(Saved data entries)
_ _ _

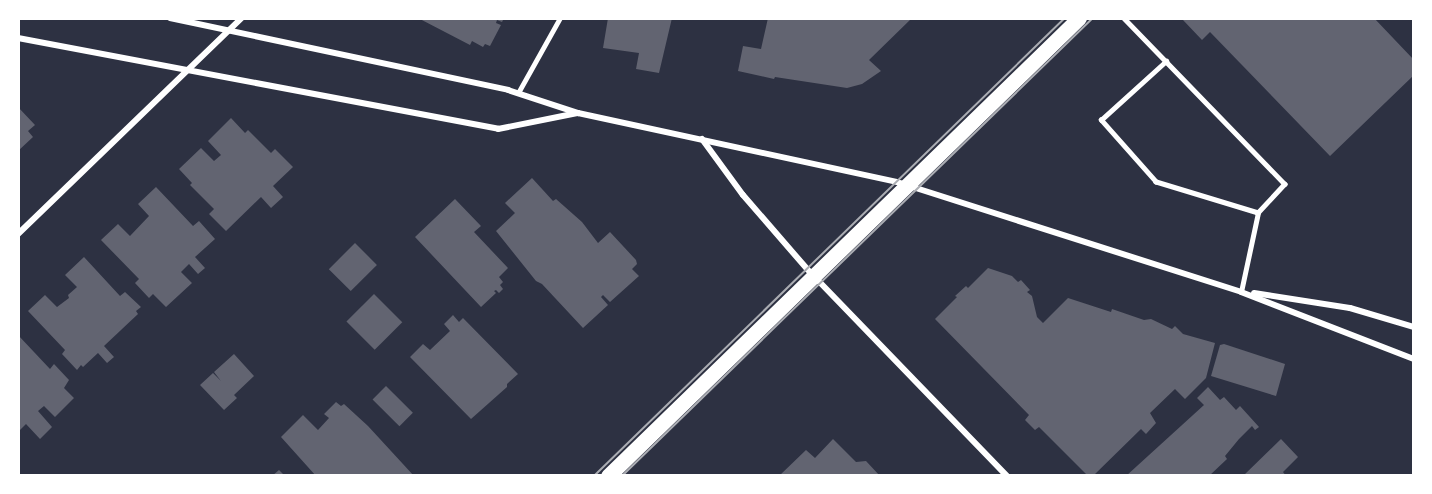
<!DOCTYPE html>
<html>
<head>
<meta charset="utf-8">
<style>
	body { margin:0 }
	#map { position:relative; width:1432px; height:494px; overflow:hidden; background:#2d3142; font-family:Signika,sans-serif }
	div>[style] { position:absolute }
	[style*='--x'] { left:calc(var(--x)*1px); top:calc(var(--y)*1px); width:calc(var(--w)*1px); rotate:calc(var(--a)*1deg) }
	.building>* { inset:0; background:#626471; transform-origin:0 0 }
	.service>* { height:4.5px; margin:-2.25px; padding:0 2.25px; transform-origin:2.25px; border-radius:2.25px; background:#fff }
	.minor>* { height:6px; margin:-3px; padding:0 3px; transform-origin:3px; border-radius:3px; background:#fff }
	.primary>* { height:15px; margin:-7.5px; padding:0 7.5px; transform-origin:7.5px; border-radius:7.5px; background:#fff }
	.tram>* { height:1.5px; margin:-0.75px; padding:0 0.75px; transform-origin:0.75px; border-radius:0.75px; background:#abadb3 }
	span { translate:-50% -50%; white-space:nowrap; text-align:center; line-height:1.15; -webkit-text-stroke:4.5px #fff; paint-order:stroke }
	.frame { position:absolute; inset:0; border:20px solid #fff; pointer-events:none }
</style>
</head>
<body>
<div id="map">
	<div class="building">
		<div style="clip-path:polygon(418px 18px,504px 18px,502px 22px,497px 20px,496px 23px,501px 25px,490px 46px,485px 44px,483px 47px,472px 41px,470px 45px)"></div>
		<div style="clip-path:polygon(608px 18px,672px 18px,659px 73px,636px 69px,639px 53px,603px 48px)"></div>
		<div style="clip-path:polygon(768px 18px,912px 18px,869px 60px,881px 71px,862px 84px,847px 88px,775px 77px,774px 79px,738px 71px,743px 46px,761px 49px)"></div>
		<div style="clip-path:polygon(1185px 18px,1374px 18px,1414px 60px,1414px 75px,1330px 156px,1210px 32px,1202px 40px,1183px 20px)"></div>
		<div style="clip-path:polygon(18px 107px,35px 125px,28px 131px,33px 137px,18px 151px)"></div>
		<div style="clip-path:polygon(231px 118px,245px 133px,248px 130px,271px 153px,275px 149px,293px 167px,273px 186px,283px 197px,271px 208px,261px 197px,226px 231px,209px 214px,214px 209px,190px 185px,192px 183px,179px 169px,201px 148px,214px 161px,221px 155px,208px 141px)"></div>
		<div style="clip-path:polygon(532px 178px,553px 201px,556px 199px,582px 222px,598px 243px,610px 232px,636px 260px,637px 264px,632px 269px,639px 276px,610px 302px,603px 295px,601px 297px,608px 305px,583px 328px,542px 284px,536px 281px,496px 231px,515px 213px,505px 203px)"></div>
		<div style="clip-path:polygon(156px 187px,193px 226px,199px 221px,215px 239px,195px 257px,205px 268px,198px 274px,189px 264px,181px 272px,192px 283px,166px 307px,153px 294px,149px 298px,135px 283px,139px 279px,101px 240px,118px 224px,130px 236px,149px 216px,138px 204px)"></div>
		<div style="clip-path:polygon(455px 199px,481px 226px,474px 232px,508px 268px,499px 277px,503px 282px,500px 285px,503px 289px,499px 293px,496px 290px,494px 291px,496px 293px,481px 307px,415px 237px)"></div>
		<div style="left:355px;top:243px;width:31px;height:37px;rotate:45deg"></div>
		<div style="clip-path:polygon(84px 257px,120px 296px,125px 292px,141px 307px,136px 311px,138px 314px,104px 346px,114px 357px,107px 363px,98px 353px,83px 367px,81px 365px,77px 370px,62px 354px,65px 350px,28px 311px,45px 295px,57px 307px,69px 298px,68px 295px,77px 287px,65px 275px)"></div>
		<div style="clip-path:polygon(988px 268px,1012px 276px,1018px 282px,1021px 280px,1030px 290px,1027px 292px,1032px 296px,1037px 317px,1043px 323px,1068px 298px,1111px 312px,1112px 309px,1144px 320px,1151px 319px,1172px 329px,1175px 326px,1183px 334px,1215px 343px,1206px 378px,1185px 399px,1175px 389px,1150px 413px,1156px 423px,1146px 434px,1141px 429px,1093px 476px,1088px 476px,1039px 427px,1035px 430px,1025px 420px,1029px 415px,935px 319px,957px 297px,955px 296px,966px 286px,968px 288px)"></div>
		<div style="left:374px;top:294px;width:40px;height:39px;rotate:45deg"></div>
		<div style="clip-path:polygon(453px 315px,459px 322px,463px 318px,518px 374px,507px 384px,507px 387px,471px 419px,410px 357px,423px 344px,430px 350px,450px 331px,444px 324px)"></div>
		<div style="clip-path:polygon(18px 335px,50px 369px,54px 364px,69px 380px,64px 388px,74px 398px,55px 417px,44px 406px,38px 411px,52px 427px,40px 439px,26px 424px,18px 432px)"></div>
		<div style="clip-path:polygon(1224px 344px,1285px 364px,1276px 396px,1211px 376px,1220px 345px)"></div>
		<div style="clip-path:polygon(234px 354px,254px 376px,234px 395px,237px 398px,224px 410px,200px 385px,213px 373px,221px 381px,214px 372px)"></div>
		<div style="left:386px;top:386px;width:38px;height:19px;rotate:45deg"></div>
		<div style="clip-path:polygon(1208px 387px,1220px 400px,1224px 397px,1236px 410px,1240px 406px,1259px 427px,1255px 430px,1252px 426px,1239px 439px,1225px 456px,1227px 459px,1209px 476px,1126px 476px,1204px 405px,1197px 398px)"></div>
		<div style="clip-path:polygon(336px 402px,341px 406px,344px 404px,368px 426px,414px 476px,316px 476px,281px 437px,303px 415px,318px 430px,329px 418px,324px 414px)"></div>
		<div style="clip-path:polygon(833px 439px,856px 462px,866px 461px,880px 476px,779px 476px,806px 450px,815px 458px)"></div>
		<div style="clip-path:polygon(1281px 439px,1298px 457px,1283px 472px,1286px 476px,1243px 476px)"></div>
		<div style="clip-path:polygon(279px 470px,285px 476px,272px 476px)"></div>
	</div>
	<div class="service">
		<div style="--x:1124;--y:18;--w:231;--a:45.9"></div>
		<div style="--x:1285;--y:184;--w:40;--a:133"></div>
		<div style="--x:1258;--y:213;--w:107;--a:-163.1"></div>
		<div style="--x:1156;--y:182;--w:83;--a:-131.6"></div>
		<div style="--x:1101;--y:120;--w:88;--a:-42.2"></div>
		<div style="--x:518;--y:93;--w:86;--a:-60.8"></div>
		<div style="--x:1241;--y:292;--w:81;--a:-77.9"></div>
	</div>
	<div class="minor">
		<div style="--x:170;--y:18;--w:346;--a:12"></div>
		<div style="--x:508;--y:90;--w:74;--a:18.2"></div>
		<div style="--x:578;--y:113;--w:326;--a:12.2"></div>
		<div style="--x:897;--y:182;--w:361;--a:17.7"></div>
		<div style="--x:1241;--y:292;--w:186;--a:21.2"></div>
		<div style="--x:18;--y:38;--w:489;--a:10.7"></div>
		<div style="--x:498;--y:129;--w:81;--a:-11.4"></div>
		<div style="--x:702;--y:139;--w:69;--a:53.8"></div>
		<div style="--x:743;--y:195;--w:98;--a:49.1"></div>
		<div style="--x:807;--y:269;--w:288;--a:46"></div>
		<div style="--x:18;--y:234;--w:311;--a:-44"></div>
		<div style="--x:1254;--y:293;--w:97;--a:8.9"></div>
		<div style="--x:1350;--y:308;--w:67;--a:16.5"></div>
	</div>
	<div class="primary">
		<div style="--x:608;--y:476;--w:657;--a:-44.2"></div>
	</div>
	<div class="tram">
		<div style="--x:594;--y:476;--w:657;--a:-44.2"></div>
		<div style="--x:622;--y:476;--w:657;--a:-44.2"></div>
	</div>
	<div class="frame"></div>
</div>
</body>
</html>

_ _ _

▶ _Your assignment_
The answer must consist only of the lines from the beginning of the entries above through the line that holds "height:4.5px; margin:-2.25px; padding:0", reproduced exactly and without pictures.

▶ _Result_
<!DOCTYPE html>
<html>
<head>
<meta charset="utf-8">
<style>
	body { margin:0 }
	#map { position:relative; width:1432px; height:494px; overflow:hidden; background:#2d3142; font-family:Signika,sans-serif }
	div>[style] { position:absolute }
	[style*='--x'] { left:calc(var(--x)*1px); top:calc(var(--y)*1px); width:calc(var(--w)*1px); rotate:calc(var(--a)*1deg) }
	.building>* { inset:0; background:#626471; transform-origin:0 0 }
	.service>* { height:4.5px; margin:-2.25px; padding:0 2.25px; transform-origin:2.25px; border-radius:2.25px; background:#fff }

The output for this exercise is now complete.